Methods: Thirty hospitals in England and Wales were randomly selected by geographical region and hospital type (teaching, large district general hospital (DGH), small DGH). Data on process and outcome of care (death and length of stay) were collected retrospectively at 90 days on all prospectively identified COPD admissions over an 8 week period. Each centre completed a questionnaire relating to organisation and resources available for the care of COPD patients.

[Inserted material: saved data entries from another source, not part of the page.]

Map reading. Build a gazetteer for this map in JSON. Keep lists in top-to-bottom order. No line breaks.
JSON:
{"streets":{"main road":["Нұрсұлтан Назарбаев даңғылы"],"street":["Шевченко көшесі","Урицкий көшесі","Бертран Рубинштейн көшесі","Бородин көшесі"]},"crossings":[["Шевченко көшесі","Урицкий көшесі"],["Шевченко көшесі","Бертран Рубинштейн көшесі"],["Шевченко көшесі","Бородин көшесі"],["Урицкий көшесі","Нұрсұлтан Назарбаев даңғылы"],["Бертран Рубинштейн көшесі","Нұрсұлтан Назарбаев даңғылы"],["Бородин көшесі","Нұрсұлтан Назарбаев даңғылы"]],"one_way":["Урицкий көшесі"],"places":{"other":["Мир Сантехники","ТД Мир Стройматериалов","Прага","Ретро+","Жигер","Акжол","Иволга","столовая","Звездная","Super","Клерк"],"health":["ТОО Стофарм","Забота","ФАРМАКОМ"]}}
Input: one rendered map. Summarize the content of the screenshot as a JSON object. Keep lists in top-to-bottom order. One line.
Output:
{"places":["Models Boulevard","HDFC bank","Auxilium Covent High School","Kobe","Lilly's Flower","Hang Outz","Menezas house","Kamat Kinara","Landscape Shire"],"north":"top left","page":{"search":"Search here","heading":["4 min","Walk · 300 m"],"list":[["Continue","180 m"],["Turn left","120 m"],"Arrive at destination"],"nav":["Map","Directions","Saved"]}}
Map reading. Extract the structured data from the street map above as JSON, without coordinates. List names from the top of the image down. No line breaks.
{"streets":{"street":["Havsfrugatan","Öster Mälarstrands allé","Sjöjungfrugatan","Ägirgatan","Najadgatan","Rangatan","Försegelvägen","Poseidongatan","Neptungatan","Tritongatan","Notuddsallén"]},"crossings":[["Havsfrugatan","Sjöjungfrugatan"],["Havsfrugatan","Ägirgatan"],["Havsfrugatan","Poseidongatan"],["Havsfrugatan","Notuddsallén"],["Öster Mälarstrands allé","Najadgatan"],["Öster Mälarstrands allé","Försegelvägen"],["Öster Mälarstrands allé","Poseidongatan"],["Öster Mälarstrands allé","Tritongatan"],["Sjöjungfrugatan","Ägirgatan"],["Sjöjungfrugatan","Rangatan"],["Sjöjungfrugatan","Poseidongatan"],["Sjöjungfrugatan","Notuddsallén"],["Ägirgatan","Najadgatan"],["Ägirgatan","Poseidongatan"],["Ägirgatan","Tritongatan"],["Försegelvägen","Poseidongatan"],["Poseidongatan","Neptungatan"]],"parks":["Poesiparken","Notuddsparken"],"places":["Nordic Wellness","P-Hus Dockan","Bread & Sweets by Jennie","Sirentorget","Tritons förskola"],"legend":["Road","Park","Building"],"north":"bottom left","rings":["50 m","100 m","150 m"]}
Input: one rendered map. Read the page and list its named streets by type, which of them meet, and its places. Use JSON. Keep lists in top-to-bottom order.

Results: Eleven teaching hospitals, nine large DGHs, and 10 small DGHs provided data on 1274 cases. Mortality was high (14%) with wide variation between centres (IQR 9–19%). Small DGHs had a higher mortality (17.5%) than teaching hospitals (11.9%) and large DGHs (11.2%). When corrected for confounding factors, an excess of deaths in small DGHs was still observed (OR 1.56 (CI 1.04 to 2.35)) v teaching hospitals. Analysis of resource and organisational factors suggested higher mortality was associated with fewer doctors (OR 1.5) and with fewer patients being under the care of a specialist physician (OR 1.8). Small DGHs had fewest resources.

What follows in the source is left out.